#### Records

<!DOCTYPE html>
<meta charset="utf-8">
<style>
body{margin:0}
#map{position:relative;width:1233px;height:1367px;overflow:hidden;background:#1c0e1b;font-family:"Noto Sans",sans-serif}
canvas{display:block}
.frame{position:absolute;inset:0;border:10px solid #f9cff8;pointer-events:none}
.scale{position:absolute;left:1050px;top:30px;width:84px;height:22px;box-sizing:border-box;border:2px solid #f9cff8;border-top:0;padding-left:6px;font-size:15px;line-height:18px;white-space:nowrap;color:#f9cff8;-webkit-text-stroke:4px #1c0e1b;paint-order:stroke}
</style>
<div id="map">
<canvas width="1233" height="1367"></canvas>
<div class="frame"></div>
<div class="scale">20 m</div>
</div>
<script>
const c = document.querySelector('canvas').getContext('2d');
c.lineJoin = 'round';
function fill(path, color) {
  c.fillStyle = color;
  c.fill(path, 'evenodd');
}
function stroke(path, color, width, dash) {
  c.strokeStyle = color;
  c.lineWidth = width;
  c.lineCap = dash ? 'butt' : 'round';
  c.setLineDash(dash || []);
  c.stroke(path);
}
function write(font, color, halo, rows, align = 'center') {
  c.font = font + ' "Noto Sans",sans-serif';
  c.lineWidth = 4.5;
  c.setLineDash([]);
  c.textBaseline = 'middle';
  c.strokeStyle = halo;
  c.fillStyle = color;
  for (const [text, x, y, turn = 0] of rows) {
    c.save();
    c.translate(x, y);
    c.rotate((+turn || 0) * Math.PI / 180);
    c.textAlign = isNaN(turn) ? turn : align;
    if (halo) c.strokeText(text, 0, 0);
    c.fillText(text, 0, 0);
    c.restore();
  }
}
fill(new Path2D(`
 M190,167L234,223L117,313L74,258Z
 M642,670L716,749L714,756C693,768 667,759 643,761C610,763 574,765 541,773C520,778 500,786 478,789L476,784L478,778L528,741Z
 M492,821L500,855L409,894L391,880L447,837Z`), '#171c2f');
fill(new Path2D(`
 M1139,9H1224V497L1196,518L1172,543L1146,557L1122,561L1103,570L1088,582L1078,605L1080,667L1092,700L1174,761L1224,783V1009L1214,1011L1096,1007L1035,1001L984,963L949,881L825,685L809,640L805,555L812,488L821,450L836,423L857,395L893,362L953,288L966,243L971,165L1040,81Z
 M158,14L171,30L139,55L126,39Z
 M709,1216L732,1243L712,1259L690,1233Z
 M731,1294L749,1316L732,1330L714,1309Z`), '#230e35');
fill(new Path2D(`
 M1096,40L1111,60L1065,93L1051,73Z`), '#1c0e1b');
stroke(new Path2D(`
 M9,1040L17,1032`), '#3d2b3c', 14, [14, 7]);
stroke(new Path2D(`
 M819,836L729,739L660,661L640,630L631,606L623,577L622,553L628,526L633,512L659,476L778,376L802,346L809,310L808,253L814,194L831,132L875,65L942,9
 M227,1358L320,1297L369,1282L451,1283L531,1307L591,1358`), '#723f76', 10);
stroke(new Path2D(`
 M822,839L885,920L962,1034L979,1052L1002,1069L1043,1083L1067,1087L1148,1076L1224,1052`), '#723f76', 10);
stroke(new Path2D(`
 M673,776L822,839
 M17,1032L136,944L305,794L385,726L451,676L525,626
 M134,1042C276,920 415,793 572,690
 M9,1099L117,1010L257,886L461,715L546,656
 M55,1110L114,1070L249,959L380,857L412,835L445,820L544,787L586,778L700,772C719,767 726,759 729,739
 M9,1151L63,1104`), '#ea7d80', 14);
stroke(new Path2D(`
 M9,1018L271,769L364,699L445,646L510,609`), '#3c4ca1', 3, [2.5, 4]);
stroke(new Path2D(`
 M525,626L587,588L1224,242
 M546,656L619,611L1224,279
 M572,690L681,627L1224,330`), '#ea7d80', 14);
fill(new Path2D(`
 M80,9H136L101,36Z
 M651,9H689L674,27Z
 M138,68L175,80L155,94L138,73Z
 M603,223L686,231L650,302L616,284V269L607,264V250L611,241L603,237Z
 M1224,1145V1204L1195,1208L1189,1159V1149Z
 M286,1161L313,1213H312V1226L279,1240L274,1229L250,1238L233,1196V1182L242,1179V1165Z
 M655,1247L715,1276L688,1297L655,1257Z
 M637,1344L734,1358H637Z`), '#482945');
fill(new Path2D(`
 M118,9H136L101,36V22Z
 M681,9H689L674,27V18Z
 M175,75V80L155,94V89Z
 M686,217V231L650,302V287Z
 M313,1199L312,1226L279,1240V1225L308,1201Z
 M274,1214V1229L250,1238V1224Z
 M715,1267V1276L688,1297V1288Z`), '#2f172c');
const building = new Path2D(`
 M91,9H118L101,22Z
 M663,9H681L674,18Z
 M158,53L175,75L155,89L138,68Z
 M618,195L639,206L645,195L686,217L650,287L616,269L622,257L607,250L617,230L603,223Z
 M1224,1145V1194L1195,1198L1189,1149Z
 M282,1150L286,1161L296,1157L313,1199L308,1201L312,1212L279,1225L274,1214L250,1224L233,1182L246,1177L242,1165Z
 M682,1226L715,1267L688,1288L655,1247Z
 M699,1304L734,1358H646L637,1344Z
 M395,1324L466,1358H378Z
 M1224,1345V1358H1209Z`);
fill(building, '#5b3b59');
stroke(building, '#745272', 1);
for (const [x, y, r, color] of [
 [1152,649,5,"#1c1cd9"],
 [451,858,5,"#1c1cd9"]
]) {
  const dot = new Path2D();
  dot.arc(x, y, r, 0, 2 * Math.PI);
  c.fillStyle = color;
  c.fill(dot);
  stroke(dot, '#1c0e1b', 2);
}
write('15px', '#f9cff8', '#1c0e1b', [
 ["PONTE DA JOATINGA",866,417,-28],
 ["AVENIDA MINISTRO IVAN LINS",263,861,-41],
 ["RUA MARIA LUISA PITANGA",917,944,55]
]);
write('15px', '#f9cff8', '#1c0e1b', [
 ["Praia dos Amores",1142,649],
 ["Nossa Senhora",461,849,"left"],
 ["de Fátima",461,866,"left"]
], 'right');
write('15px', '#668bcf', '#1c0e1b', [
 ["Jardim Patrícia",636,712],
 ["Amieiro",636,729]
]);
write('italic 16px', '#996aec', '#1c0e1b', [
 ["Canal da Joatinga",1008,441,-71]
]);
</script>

########

- Your goal
The reply should hold only the lines of the listing above starting at the line containing "c.setLineDash(dash || []);" and ending at the line containing "M9,1099L117,1010L257,886L461,715L546,656", exactly as written.

- Answer area
  c.setLineDash(dash || []);
  c.stroke(path);
}
function write(font, color, halo, rows, align = 'center') {
  c.font = font + ' "Noto Sans",sans-serif';
  c.lineWidth = 4.5;
  c.setLineDash([]);
  c.textBaseline = 'middle';
  c.strokeStyle = halo;
  c.fillStyle = color;
  for (const [text, x, y, turn = 0] of rows) {
    c.save();
    c.translate(x, y);
    c.rotate((+turn || 0) * Math.PI / 180);
    c.textAlign = isNaN(turn) ? turn : align;
    if (halo) c.strokeText(text, 0, 0);
    c.fillText(text, 0, 0);
    c.restore();
  }
}
fill(new Path2D(`
 M190,167L234,223L117,313L74,258Z
 M642,670L716,749L714,756C693,768 667,759 643,761C610,763 574,765 541,773C520,778 500,786 478,789L476,784L478,778L528,741Z
 M492,821L500,855L409,894L391,880L447,837Z`), '#171c2f');
fill(new Path2D(`
 M1139,9H1224V497L1196,518L1172,543L1146,557L1122,561L1103,570L1088,582L1078,605L1080,667L1092,700L1174,761L1224,783V1009L1214,1011L1096,1007L1035,1001L984,963L949,881L825,685L809,640L805,555L812,488L821,450L836,423L857,395L893,362L953,288L966,243L971,165L1040,81Z
 M158,14L171,30L139,55L126,39Z
 M709,1216L732,1243L712,1259L690,1233Z
 M731,1294L749,1316L732,1330L714,1309Z`), '#230e35');
fill(new Path2D(`
 M1096,40L1111,60L1065,93L1051,73Z`), '#1c0e1b');
stroke(new Path2D(`
 M9,1040L17,1032`), '#3d2b3c', 14, [14, 7]);
stroke(new Path2D(`
 M819,836L729,739L660,661L640,630L631,606L623,577L622,553L628,526L633,512L659,476L778,376L802,346L809,310L808,253L814,194L831,132L875,65L942,9
 M227,1358L320,1297L369,1282L451,1283L531,1307L591,1358`), '#723f76', 10);
stroke(new Path2D(`
 M822,839L885,920L962,1034L979,1052L1002,1069L1043,1083L1067,1087L1148,1076L1224,1052`), '#723f76', 10);
stroke(new Path2D(`
 M673,776L822,839
 M17,1032L136,944L305,794L385,726L451,676L525,626
 M134,1042C276,920 415,793 572,690
 M9,1099L117,1010L257,886L461,715L546,656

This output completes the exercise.